═══ Stored data ═══
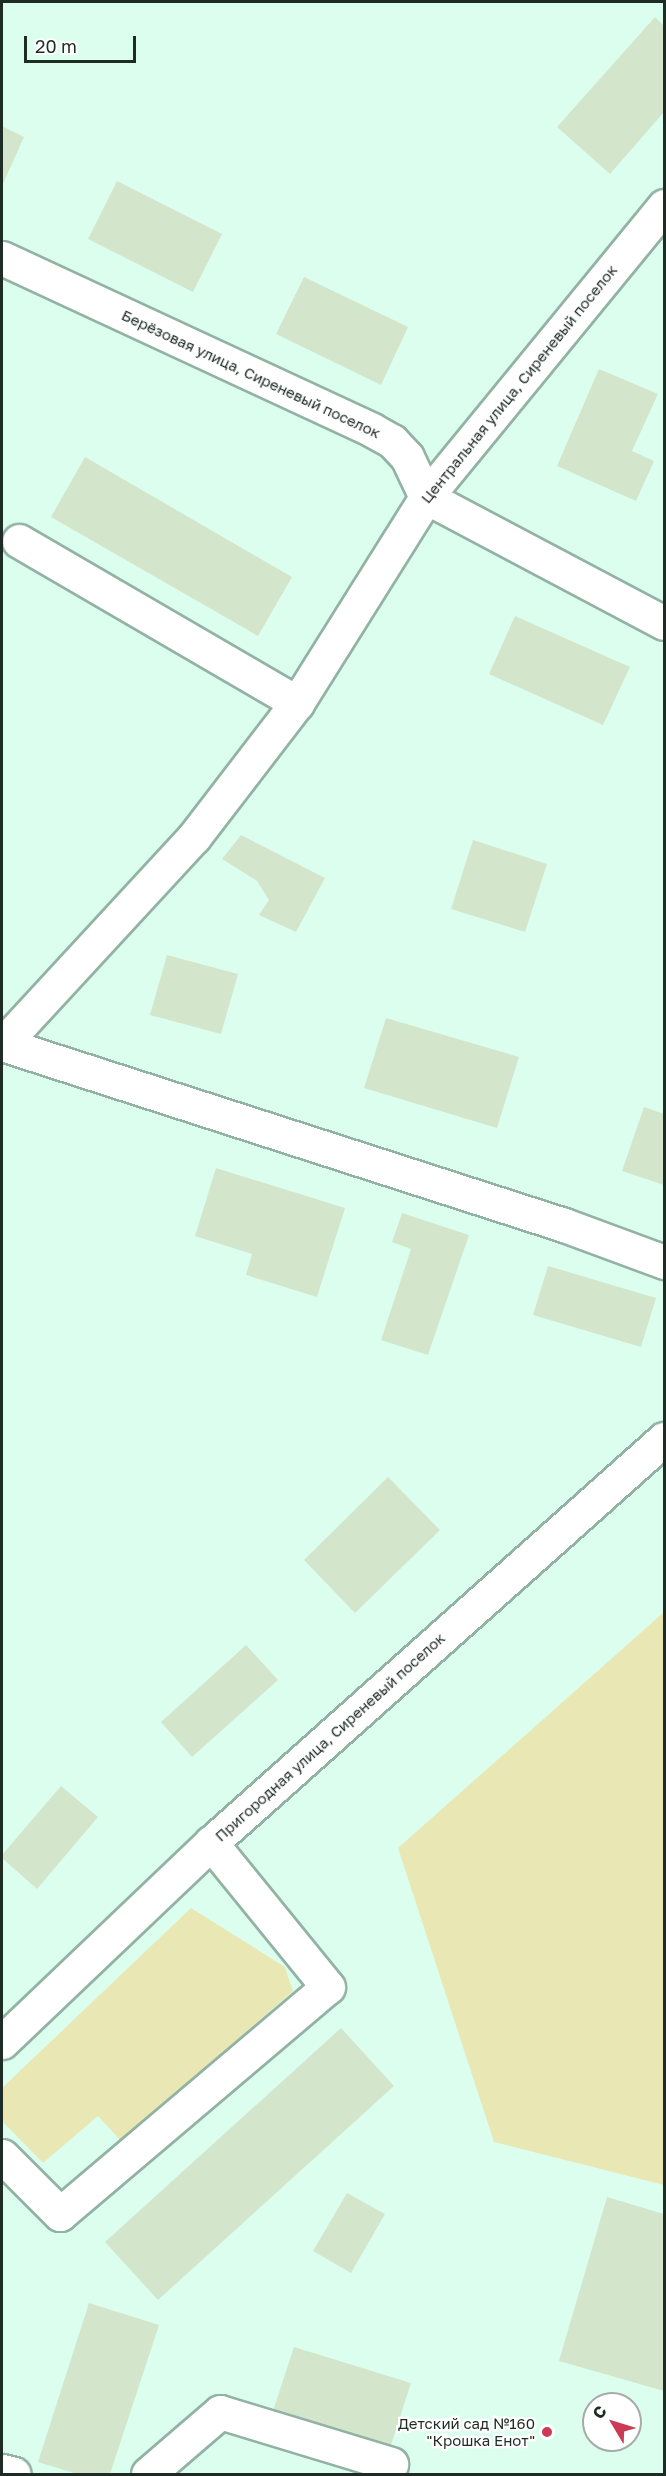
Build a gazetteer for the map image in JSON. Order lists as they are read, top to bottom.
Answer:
{
  "streets": {
    "street": ["Берёзовая улица, Сиреневый поселок", "Центральная улица, Сиреневый поселок", "Пригородная улица, Сиреневый поселок"]
  },
  "crossings": [
    ["Берёзовая улица, Сиреневый поселок", "Центральная улица, Сиреневый поселок"]
  ],
  "places": ["Детский сад №160 \"Крошка Енот\""],
  "scale_bar": "20 m",
  "north": "top left"
}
═══
### Task description
Repeat the listing above exactly, omitting the pictures it contains.

### Output below
Build a gazetteer for the map image in JSON. Order lists as they are read, top to bottom.
Answer:
{
  "streets": {
    "street": ["Берёзовая улица, Сиреневый поселок", "Центральная улица, Сиреневый поселок", "Пригородная улица, Сиреневый поселок"]
  },
  "crossings": [
    ["Берёзовая улица, Сиреневый поселок", "Центральная улица, Сиреневый поселок"]
  ],
  "places": ["Детский сад №160 \"Крошка Енот\""],
  "scale_bar": "20 m",
  "north": "top left"
}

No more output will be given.